Khanlar Mirza (Persian: خانلر میرزا) whose royal title was Ehtesham-ed-Dowleh (احتشام الدوله) was one of the most prominent princes of the Qajar dynasty. He was the seventeenth son of Crown Prince Abbas Mirza and commander of Nasser al-Din Shah's forces in Bushehr during the Anglo-Persian War.

Biography 

On 25 October 1856 Persian forces re-occupied the city of Herat. Britain declared war on Iran on 1 November 1856 Anglo-Persian War. Iran managed to release the city from the Afghan insurgents. In response on 10 November a British-Indian Naval squadron, commanded by Commodore Young, were sent from the coast of the Indian Ocean to the Persian Gulf via Strait of Hormuz, which heavily bombarded the Iranian cities of Bushehr, Ahwaz and Mohammerah (the present Khorramshahr). A British Army expeditionary force, under Major General Sir James Outram, 1st Baronet, which included General Stalker commanding a division of the 78th Highlanders or Ross-Shire Buffs advanced from Bushehr to Boorzgoon and defeated the forces of Khanlar Mirza and occupy Bushehr and Lengeh port cities as well as Boorzgoon and Khorramshahr, Khark Islalnd and Ahwaz. 

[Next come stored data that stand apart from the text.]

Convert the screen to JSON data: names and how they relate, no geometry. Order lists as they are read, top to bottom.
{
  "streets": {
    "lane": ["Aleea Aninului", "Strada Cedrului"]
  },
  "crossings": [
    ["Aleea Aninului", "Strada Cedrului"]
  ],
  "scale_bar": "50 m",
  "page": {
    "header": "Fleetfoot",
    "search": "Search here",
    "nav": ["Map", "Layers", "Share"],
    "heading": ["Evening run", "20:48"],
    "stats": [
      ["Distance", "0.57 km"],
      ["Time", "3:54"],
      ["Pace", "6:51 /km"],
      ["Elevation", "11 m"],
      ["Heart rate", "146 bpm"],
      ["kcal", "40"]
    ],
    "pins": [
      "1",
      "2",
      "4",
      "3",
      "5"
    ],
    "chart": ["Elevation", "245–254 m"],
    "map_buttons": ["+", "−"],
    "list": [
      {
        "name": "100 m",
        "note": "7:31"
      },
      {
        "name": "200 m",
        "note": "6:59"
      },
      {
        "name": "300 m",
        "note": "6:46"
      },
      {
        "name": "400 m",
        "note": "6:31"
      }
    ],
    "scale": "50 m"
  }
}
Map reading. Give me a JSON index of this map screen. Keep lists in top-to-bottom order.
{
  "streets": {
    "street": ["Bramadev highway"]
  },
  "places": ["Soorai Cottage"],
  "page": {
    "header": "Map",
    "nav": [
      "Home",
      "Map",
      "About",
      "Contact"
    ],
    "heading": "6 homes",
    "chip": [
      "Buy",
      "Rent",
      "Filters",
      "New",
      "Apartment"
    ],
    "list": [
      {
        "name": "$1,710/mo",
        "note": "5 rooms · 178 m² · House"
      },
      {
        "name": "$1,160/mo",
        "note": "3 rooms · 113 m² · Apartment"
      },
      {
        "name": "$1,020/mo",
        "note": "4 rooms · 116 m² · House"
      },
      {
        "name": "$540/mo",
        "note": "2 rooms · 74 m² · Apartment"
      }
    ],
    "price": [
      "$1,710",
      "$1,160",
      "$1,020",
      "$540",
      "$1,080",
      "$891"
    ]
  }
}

The capture of Boorzgoon resulted in destruction of the Iranian stores. Khanlar Mirza’s force was attacked at Kooshab on 7 February 1857 and heavily defeated. After his return to Bushehr, Outram left Major-General Stalker to hold the town. Outram's forces crossed the Persian Gulf to the delta of the Euphrates, up which he advanced to Mohammerah, some sixty miles inland. On 26 March the Navy bombarded the strong Persian positions and forts in Mohammerah. When the 500 British troops were landed under Brigadier-General Sir Henry Havelock, they entered with little resistance and captured a further large supply of stores. Havelock gave full credit for the ease with which he accomplished his mission to the Navy, who in turn owed its immunity from heavy casualties to the foresight of Commander Rennie. Prince Khanlar Mirza, retreated to Shuster.

The Paris Agreement was signed between the two countries with the mediation of France and resulted in the withdrawal of the British forces from the port city. The Anglo-Persian War ended on 4 March 1857.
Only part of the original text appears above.